The play is not a biography but an imagining, based on the designer’s idea of a woman coming down from a tree in the garden and being empowered by a dress. It uses dramatic projections and marvellous balletic interludes of head-bandaged dancers who are sometimes alive,sometimes mannequins, creating very McQueeny tableaux of pompadours, shiny tutus, wrestling, skeletons, men in weird corsets etc (David Farley designs; Christopher Marney choreographs, and all the music is from the designer’s real shows). In ninety minutes Phillips whirls us through one night in London as McQueen remembers his tailoring apprenticeship, the moment when crazy, visually brilliant Isabella Blow bought up his entire graduation collection, and the experience of coming out front-stage to wave, spent and nervous at the end of his own spectacular shows , “A bloke in the worst clothes in the room, trying to stop his hand from shaking”.
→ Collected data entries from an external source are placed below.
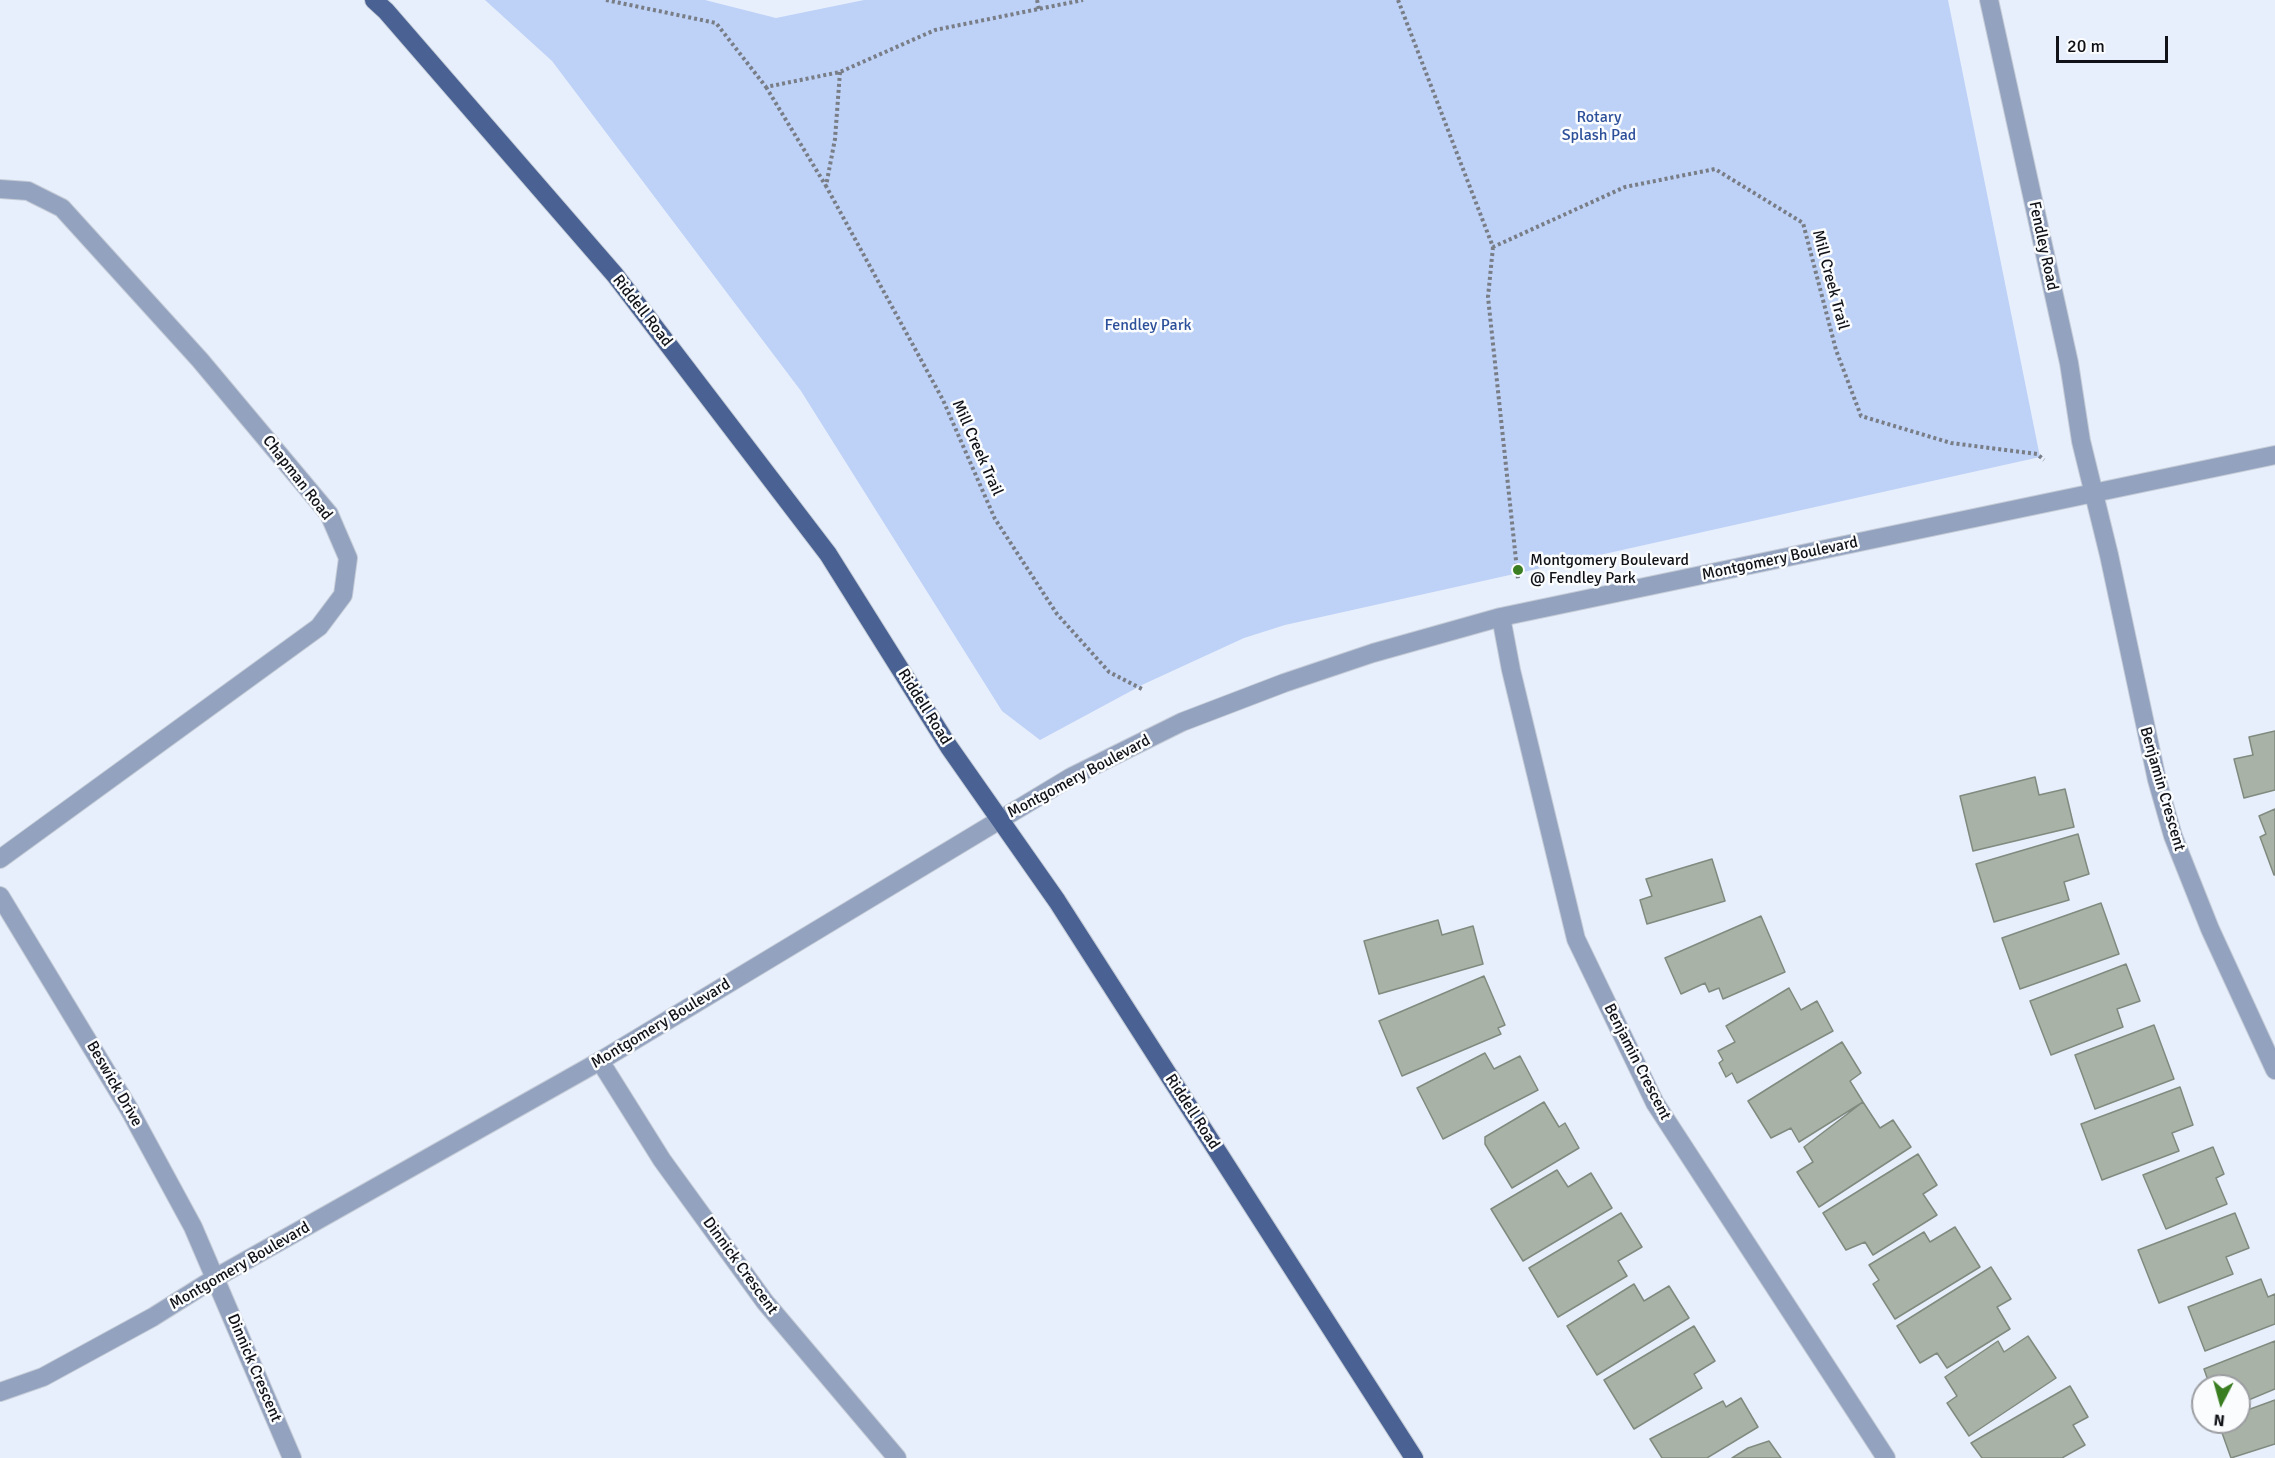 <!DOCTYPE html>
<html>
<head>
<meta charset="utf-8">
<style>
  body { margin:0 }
  #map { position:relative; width:2275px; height:1458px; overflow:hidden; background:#e7effc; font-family:Signika,sans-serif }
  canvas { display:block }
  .north { position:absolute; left:2191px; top:1374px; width:60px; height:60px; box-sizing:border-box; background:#fafcfe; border:2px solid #9c9ea2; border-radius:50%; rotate:186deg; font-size:16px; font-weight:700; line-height:24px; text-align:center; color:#101217 }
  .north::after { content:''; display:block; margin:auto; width:21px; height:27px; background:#3a7e21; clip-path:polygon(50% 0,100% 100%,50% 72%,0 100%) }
  .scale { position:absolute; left:2056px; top:36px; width:112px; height:27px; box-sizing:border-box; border:3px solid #101217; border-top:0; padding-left:8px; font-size:18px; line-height:21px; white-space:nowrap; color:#101217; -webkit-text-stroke:4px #fafcfe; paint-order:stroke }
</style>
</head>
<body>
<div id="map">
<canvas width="2275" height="1458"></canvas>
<div class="north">N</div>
<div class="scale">20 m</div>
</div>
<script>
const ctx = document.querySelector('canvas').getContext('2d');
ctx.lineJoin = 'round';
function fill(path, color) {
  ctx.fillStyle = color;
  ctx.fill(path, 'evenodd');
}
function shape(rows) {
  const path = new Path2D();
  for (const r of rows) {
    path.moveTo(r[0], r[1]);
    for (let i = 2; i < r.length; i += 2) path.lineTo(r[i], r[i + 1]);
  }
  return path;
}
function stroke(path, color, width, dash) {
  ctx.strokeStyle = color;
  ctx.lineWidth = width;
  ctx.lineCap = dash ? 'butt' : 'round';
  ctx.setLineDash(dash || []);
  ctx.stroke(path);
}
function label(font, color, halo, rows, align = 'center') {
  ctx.font = font + ' Signika,sans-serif';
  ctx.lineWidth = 5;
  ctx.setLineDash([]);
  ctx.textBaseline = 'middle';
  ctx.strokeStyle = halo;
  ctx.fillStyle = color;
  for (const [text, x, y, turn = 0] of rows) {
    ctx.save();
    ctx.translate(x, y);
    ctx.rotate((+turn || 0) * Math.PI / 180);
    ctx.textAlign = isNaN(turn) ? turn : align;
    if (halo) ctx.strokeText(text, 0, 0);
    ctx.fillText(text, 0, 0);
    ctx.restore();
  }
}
fill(shape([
  [485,0,705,0,776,18,864,0,1948,0,2040,457,1285,625,1244,638,1144,684,1040,740,1002,711,801,391,552,61]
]), '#bed1f6');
const building = shape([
  [2275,731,2275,790,2244,798,2234,759,2253,755,2249,737,2275,731],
  [2035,777,2039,795,2065,789,2074,827,1973,851,1960,796,2035,777],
  [2275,809,2275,875,2274,875,2260,837,2266,834,2259,816,2275,809],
  [2078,834,2089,874,2064,882,2069,900,1994,922,1976,864,2078,834],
  [1712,859,1725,901,1647,924,1640,900,1652,896,1646,879,1712,859],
  [2101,903,2119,954,2020,989,2002,938,2101,903],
  [1761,916,1785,972,1723,999,1719,988,1709,992,1705,983,1681,994,1665,958,1761,916],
  [1438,920,1442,935,1473,926,1483,964,1379,994,1364,941,1438,920],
  [2126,964,2140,1001,2117,1009,2123,1027,2051,1055,2030,1001,2126,964],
  [1484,976,1505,1025,1498,1028,1501,1034,1402,1076,1379,1021,1484,976],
  [1789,988,1801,1010,1817,1001,1833,1031,1737,1083,1732,1073,1726,1077,1719,1063,1723,1060,1718,1051,1735,1042,1726,1026,1789,988],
  [2154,1025,2174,1079,2095,1109,2075,1055,2154,1025],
  [1842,1042,1861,1073,1850,1081,1863,1102,1799,1142,1791,1128,1771,1138,1748,1101,1842,1042],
  [1485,1053,1494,1069,1520,1056,1538,1090,1443,1139,1417,1088,1485,1053],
  [2180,1087,2193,1125,2172,1133,2179,1151,2102,1180,2081,1124,2180,1087],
  [1544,1102,1559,1127,1565,1123,1579,1148,1512,1188,1485,1144,1485,1137,1544,1102],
  [1863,1102,1880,1128,1893,1120,1911,1147,1819,1207,1797,1172,1813,1162,1804,1147,1863,1102],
  [2213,1147,2224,1174,2216,1178,2227,1204,2166,1229,2143,1175,2213,1147],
  [1918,1154,1937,1185,1923,1194,1937,1215,1873,1255,1865,1242,1846,1250,1823,1213,1918,1154],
  [1557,1170,1568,1187,1591,1173,1612,1208,1523,1261,1491,1209,1557,1170],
  [1621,1213,1642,1247,1618,1261,1627,1276,1558,1317,1529,1268,1621,1213],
  [2235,1213,2249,1248,2226,1257,2233,1274,2159,1303,2138,1250,2235,1213],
  [1955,1227,1980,1267,1895,1319,1873,1284,1879,1280,1869,1265,1924,1232,1930,1242,1955,1227],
  [1991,1267,2011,1299,1997,1307,2010,1329,1947,1368,1937,1353,1920,1363,1897,1326,1991,1267],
  [2261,1279,2268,1297,2275,1294,2275,1324,2205,1351,2188,1307,2261,1279],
  [1634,1284,1644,1301,1669,1286,1689,1318,1597,1375,1567,1326,1634,1284],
  [1694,1326,1715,1361,1694,1374,1702,1388,1634,1429,1604,1380,1694,1326],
  [2028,1336,2056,1378,1969,1436,1947,1403,1957,1396,1945,1377,1998,1341,2004,1352,2028,1336],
  [2275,1341,2275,1389,2239,1404,2239,1386,2210,1386,2204,1369,2275,1341],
  [2070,1386,2088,1417,2073,1425,2085,1445,2062,1458,1982,1458,1971,1443,2070,1386],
  [1741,1398,1758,1427,1707,1458,1662,1458,1650,1439,1723,1401,1726,1407,1741,1398],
  [2275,1400,2275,1444,2231,1458,2221,1430,2245,1421,2242,1412,2275,1400],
  [1769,1441,1781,1458,1732,1458,1748,1448,1769,1441]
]);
fill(building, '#a9b2a6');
stroke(building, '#818a7f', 1.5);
const minor = shape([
  [1989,0,2069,363,2081,441,2109,555,2157,780,2173,836,2210,929,2275,1070],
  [0,189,28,191,62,208,200,360,329,514,348,558,343,595,319,627,0,859],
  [1501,617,1511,670,1576,939,1655,1103,1886,1458],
  [0,896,129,1109,193,1227,292,1458],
  [600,1061,662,1160,765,1302,897,1458],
  [0,1392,43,1377,153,1317,215,1278,600,1061,1071,777,1182,722,1284,683,1373,653,1501,617,2275,455]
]);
const major = shape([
  [374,0,386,11,615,275,828,554,949,747,1057,901,1414,1458]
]);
stroke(minor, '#c5ccd7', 20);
stroke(major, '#c5ccd7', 20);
stroke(shape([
  [606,0,716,23,766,87,840,72,935,30,1083,0],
  [1037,0,1039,9],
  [1398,0,1493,247,1625,187,1715,169,1803,223,1836,350,1861,416,1951,443,2037,454,2044,460],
  [840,72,835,139,826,186,943,400,995,519,1057,614,1109,672,1142,689],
  [766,87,826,186],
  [1493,247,1488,297,1518,579]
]), '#787d86', 4, [3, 3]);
stroke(minor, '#93a2bf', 18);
stroke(major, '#496293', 18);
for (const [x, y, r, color] of [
  [1518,570,6,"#3a7e21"]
]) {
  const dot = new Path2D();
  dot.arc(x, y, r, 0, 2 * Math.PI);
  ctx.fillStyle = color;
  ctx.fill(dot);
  stroke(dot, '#fafcfe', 2);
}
label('16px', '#2c4f9a', '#fafcfe', [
  ["Rotary",1599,118],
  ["Splash Pad",1599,136],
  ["Fendley Park",1148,326]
]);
label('16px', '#101217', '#fafcfe', [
  ["Fendley Road",2043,246,78],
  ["Mill Creek Trail",1830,280,75],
  ["Riddell Road",642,311,52],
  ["Mill Creek Trail",977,448,66],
  ["Chapman Road",297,478,52],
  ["Montgomery Boulevard",1780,559,-12],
  ["Riddell Road",924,707,58],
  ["Montgomery Boulevard",1079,777,-28],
  ["Benjamin Crescent",2162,789,74],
  ["Montgomery Boulevard",661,1024,-31],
  ["Benjamin Crescent",1637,1062,63],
  ["Beswick Drive",114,1084,60],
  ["Riddell Road",1192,1112,57],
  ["Montgomery Boulevard",240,1266,-30],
  ["Dinnick Crescent",740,1266,54],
  ["Dinnick Crescent",254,1368,67]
]);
label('16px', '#101217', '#fafcfe', [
  ["Montgomery Boulevard",1530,561],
  ["@ Fendley Park",1530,579]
], 'left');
</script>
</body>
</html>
At the heart of it is a very fine performance by Stephen Wight as “Lee” – McQueen’s real name : shaven-headed and booted, a tired, creatively blocked, drunk and druggy at a low point. The girl Dahlia (Dianna Agron from Glee) is less successful, which is not entirely her fault. Phillips has created her as American, gabby, self-absorbed, suicidal and, truth to tell, very annoying. Especially in the long opening scene: it takes great skill to write scenes where a kooky girl invades and challenges a troubled gay man: Breakfast at Tiffany’s it ain’t. There’s one funny line when she mocks him for responding to an intruder by ringing Philip Treacy (“a milliner?” – “He makes very aggressive hats” protests McQueen). But as Dahlia drones on about her loneliness and depression and how she “doesn’t get” Shakespeare and feels like Lee’s twin soul, you itch to slap her.
Things improve the less we see of this mouthy muse – a good scene with his old tailoring boss, and a moving, credible encounter with poor Isabella Blow. But Dahlia becomes central again when we learn that she is, in fact, suicidal and that it is his art (and a fabulous winged gold coat) which may save her, because “There is beauty..Survive the night!”.
The interlude with her, after Blow and being aware of McQueen’s final end, borders on the perilous territory of suicide-glamorizing. It only just dodges it, thanks to the solidity and sincerity of WIght’s performance. Not least in his encomium to his mother: “Brave like a lion. Faces life every day and doesn’t back down She is real. We should learn to live from people, yes?” Yes.